Liam Neeson has mastered the art of growling his lines out, reflective of the persona he has been developing since he dropped Taken on us, and the particular set of skills he unleashed on traffickers who threatened his daughter. Yes, he’s deviated from the norm with Silence and Ordinary Love, but Run All Night, A Walk Among Tombstones, The Marksman, The Commuter, Cold Pursuit, Honest Thief, etc. all find Neeson serving up an over-the-hill cop/assassin/soldier vibe while facing down a bad situation that only he seems aware of/capable of stopping. In Memory, Neeson’s Alex Lewis deals most accurately with his aging body, and in this case, his failing ability to remember.
One more wrinkle in the typical Neeson genre these days is that his character is usually not really good, but either longing to change or realizing that he has to atone for his sins. In this case, Lewis is an assassin for a criminal organization that may or may not be a cartel, who refuses to execute a child and finds himself up against the organization and the FBI. (Now, just for a moment’s amusement – let’s recognize that this guy kills people for business, but his moral compass causes him to protect a child and defend the dignity of a prostitute in a hotel simply because the drunk john she’s propositioning proves to be too loud. Apparently the church doesn’t have a monopoly on the hierarchy of sin; Liam Neeson vehicles have them, too!)
When Lewis refuses to murder a young girl who is in the protective custody of FBI Agent Vincent (Guy Pearce) but ends up involved in the investigation, Vincent and his partners (Harold Torres and Taj Atwal) begin tracking the bodies that Lewis and others are piling up. As Lewis investigates the connections behind those who hired him and the young woman, he realizes that there’s a bigger conspiracy at work that extends into law enforcement, covering up a trafficking ring that also involves issues with immigration.
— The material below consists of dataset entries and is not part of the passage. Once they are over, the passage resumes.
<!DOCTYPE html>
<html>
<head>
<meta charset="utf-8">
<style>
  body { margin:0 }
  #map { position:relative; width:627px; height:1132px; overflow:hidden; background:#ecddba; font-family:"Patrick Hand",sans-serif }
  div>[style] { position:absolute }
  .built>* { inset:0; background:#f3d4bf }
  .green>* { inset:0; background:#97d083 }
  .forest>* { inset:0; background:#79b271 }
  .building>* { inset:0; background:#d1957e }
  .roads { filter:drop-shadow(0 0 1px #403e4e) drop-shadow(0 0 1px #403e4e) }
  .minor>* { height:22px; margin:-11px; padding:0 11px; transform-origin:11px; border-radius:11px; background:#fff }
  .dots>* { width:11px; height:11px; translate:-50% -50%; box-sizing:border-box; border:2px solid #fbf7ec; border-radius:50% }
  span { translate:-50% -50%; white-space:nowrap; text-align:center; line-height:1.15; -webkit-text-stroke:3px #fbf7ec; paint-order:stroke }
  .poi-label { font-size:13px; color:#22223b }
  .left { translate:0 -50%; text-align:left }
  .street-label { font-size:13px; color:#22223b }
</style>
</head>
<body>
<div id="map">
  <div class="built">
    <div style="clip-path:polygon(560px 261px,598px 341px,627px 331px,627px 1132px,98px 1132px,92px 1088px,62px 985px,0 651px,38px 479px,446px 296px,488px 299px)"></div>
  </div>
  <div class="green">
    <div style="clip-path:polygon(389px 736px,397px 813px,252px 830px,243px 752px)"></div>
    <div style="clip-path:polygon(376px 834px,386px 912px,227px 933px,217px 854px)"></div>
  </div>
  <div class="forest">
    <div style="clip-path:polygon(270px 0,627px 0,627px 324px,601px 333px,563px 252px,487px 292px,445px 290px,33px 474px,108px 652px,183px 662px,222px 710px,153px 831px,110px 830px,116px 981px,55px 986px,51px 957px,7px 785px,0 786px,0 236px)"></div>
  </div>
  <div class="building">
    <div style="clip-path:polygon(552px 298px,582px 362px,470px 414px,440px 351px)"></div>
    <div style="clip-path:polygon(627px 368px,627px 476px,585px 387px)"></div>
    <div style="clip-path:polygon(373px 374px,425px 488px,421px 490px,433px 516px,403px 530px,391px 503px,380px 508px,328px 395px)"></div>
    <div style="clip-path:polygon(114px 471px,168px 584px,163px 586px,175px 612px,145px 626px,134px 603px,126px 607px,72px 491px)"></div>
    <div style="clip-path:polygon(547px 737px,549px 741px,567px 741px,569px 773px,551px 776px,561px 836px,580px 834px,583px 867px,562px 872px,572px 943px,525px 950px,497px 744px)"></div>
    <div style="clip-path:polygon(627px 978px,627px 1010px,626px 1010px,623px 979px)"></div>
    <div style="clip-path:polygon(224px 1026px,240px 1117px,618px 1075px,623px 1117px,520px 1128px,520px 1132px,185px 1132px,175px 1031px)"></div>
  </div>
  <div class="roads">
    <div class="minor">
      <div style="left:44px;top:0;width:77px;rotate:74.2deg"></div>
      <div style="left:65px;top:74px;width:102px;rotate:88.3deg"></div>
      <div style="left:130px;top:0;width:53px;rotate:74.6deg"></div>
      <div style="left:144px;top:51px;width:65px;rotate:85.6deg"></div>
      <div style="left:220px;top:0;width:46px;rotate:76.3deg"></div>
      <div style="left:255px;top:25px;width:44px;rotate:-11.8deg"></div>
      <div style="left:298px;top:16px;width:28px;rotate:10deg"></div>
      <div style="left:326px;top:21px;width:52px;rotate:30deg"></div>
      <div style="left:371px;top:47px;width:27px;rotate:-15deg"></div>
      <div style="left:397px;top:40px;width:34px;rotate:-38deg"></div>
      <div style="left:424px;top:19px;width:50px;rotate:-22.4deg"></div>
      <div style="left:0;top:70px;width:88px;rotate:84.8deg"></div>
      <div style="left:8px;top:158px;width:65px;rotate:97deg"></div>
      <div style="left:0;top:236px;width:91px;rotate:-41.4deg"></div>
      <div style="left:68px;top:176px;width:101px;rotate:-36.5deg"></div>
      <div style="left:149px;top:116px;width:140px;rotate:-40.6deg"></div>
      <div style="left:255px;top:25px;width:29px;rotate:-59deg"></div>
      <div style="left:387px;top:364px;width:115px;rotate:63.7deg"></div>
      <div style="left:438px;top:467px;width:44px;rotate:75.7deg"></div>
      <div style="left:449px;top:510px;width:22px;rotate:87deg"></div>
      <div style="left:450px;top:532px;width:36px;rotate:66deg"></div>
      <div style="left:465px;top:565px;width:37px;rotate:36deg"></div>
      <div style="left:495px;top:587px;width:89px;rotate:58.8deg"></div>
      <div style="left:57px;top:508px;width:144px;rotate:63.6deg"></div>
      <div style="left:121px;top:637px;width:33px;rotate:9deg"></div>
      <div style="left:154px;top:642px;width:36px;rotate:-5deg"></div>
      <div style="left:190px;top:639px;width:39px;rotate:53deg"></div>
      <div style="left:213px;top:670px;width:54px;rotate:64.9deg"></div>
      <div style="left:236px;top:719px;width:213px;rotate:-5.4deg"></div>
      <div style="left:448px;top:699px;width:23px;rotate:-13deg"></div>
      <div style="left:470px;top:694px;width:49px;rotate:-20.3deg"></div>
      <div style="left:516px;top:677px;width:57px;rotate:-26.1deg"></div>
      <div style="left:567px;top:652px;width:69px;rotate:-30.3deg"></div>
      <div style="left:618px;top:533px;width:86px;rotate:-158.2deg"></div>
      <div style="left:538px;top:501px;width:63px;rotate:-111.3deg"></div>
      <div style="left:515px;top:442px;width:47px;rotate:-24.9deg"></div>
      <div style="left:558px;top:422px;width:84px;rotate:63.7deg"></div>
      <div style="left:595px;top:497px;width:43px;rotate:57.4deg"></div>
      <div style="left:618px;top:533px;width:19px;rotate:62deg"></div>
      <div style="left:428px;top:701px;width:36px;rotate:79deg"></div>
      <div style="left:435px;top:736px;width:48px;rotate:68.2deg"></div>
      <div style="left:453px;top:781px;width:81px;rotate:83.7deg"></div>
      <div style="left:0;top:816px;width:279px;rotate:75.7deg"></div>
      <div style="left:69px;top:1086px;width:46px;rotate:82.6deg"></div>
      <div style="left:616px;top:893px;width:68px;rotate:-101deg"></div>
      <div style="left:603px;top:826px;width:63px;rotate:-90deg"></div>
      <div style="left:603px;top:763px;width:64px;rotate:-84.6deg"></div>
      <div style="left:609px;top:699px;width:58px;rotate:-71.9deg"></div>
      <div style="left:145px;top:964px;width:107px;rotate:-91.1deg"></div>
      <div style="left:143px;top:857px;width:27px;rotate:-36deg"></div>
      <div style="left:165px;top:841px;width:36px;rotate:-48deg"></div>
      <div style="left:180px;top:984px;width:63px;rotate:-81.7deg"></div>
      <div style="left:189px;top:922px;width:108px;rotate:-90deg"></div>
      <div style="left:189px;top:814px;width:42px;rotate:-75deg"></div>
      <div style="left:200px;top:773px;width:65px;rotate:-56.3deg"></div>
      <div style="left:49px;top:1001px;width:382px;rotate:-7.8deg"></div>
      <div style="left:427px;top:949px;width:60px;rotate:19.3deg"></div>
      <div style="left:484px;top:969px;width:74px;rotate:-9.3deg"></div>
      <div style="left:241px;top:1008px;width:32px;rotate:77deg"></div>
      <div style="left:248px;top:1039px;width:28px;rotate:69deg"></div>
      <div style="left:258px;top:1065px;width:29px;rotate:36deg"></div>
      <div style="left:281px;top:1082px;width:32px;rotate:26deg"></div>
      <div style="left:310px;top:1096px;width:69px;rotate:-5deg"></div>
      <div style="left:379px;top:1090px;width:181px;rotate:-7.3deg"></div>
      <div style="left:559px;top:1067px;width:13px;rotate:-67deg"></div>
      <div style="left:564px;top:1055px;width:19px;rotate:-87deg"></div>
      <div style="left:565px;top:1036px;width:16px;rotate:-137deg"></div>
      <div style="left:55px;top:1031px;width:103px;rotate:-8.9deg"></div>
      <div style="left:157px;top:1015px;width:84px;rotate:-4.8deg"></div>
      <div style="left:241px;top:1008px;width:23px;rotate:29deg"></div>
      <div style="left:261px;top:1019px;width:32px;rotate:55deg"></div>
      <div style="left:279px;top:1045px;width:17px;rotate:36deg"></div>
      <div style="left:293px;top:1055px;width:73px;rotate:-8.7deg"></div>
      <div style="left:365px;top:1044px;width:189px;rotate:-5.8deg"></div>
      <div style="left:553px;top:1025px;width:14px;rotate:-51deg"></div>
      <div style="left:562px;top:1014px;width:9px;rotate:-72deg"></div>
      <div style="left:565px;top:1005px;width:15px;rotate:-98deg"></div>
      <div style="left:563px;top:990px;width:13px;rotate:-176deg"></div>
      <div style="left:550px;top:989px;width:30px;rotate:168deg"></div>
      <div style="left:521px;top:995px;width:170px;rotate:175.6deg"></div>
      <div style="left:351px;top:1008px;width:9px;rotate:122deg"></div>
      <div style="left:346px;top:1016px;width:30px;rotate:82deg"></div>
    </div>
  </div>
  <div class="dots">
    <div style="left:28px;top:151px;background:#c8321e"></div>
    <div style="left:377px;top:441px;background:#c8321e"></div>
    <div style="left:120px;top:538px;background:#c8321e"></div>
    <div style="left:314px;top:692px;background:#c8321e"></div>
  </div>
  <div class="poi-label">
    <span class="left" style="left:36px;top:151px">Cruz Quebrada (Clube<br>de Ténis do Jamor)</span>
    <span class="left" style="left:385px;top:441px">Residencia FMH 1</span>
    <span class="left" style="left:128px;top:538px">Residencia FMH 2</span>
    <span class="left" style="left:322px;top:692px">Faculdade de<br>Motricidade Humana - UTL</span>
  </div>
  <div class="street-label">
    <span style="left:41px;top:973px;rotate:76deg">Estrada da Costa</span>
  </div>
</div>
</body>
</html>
It’s hard not to watch Memory and think of Pearce’s career-breaking film Memento, the film that also put Christopher Nolan on the map twenty years ago. Pearce’s Leonard Shelby knows next-to-nothing as the film opens, while Neeson’s Lewis begins to lose what he does know. They both write themselves clues on their arm – and both of them begin to question their methods and their own madness. But it allows them to explore their decisions from other angles, rather than living moment-by-moment without stopping to question “why.”
While Neeson is spinning out similar movies, this is his best since Tombstones, and certainly projects a greater awareness of social issues than his earlier films. It’s a secondary take on some of the issues raised in Marksman, but James Bond (and The Mask of Zorro) director Martin Campbell provides more depth in the development of the feelings around why Vincent and Lewis end up on the same page. It’s not fantastic, but definitely palatable – and even a little thought-provoking in a passing way.
I’m aware that Memory is a remake of the Belgian thriller, The Alzheimer Case, but the inflections are different with the American/Mexican border involved – and the growth of human trafficking. One can hope we would learn from our past and fight off the evil that threatens, but in the case of Memory, we’re reminded that the system is too often set up to justify sin and protect the rich.